We are heartened to hear of the Minneapolis jury’s verdict finding Derek Chauvin guilty on all counts for the murder of George Floyd. Though a finding of Mr. Chauvin’s guilt will not rectify the horrific nature of Mr. Floyd’s death nor will it take away the pain of loss for his family, friends and community, we hope this decision brings at least some sense of justice done, at last.
Mr. Floyd’s murder nearly a year ago pulled back the curtain and helped to shine light on the ugly truth of racial injustice and extrajudicial killing of Black people in our country. It forced long-deferred conversations about America’s original sin: White Supremacy, and its permeating presence in the American justice system.

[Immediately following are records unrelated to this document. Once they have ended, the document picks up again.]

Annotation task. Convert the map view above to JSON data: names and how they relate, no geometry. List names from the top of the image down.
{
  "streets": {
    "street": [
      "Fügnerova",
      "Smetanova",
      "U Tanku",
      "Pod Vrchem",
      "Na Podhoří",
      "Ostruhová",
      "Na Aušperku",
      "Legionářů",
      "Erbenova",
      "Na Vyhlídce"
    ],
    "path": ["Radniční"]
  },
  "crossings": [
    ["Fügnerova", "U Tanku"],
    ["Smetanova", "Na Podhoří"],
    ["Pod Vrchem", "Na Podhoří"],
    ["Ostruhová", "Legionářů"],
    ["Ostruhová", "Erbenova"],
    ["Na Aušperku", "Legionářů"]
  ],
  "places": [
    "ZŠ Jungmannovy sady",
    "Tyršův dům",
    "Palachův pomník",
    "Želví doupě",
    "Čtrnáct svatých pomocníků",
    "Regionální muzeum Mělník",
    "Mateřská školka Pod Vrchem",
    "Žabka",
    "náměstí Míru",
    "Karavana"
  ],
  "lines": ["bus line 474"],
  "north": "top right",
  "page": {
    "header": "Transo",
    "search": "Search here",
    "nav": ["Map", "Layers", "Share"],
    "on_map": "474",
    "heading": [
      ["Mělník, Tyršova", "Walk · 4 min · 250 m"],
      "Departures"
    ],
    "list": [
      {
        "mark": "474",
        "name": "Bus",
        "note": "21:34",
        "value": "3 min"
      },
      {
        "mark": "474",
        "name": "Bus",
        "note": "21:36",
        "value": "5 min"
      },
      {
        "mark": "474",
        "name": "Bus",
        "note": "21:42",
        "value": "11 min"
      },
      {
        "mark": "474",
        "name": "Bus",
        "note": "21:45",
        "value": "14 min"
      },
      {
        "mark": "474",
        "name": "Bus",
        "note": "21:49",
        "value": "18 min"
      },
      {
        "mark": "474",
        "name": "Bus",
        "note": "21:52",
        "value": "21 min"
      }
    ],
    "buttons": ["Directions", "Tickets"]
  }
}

We understand that despite this guilty verdict there remains a deep well of righteous anger and mistrust in black and brown communities everywhere, and that anger and mistrust may be expressed on the streets of Olympia and other American cities.
Our hope is that those expressions are peaceful. Our hope is that we as a community can find our way to a place of healing - together.
The City of Olympia began to engage in critical conversations about race and justice with our community last summer with a series of virtual town halls focused on the justice system, economic opportunity, healthcare, and education. We are continuing the important work of reimagining public safety in our community and of establishing a social justice and inclusion commission to sustain the work of equity and justice in Olympia.
To get to a place of healing, there are hard truths that must be said and that must be heard. The City of Olympia is committed to put opportunities to be heard before the community as we work through the processes around public safety and social justice and equity.
To that point, we invite the community to share their thoughts and perspective as part of the work of standing up a social justice and inclusion commission. We ask you to participate with us in this work through our Engage Olympia platform at https://engage.olympiawa.gov/equitycommission
We are early on in a journey that will likely be generations long to get to a place where true equity and inclusion permeate the fiber of society, and justice follows naturally on.
Finally, we must acknowledge the pain and sorrow we all witnessed throughout the trial from the bystanders who witnessed Mr. Floyd’s death and from Mr. Floyd’s loved ones who miss him so deeply and dearly. We wish them comfort and we wish them peace.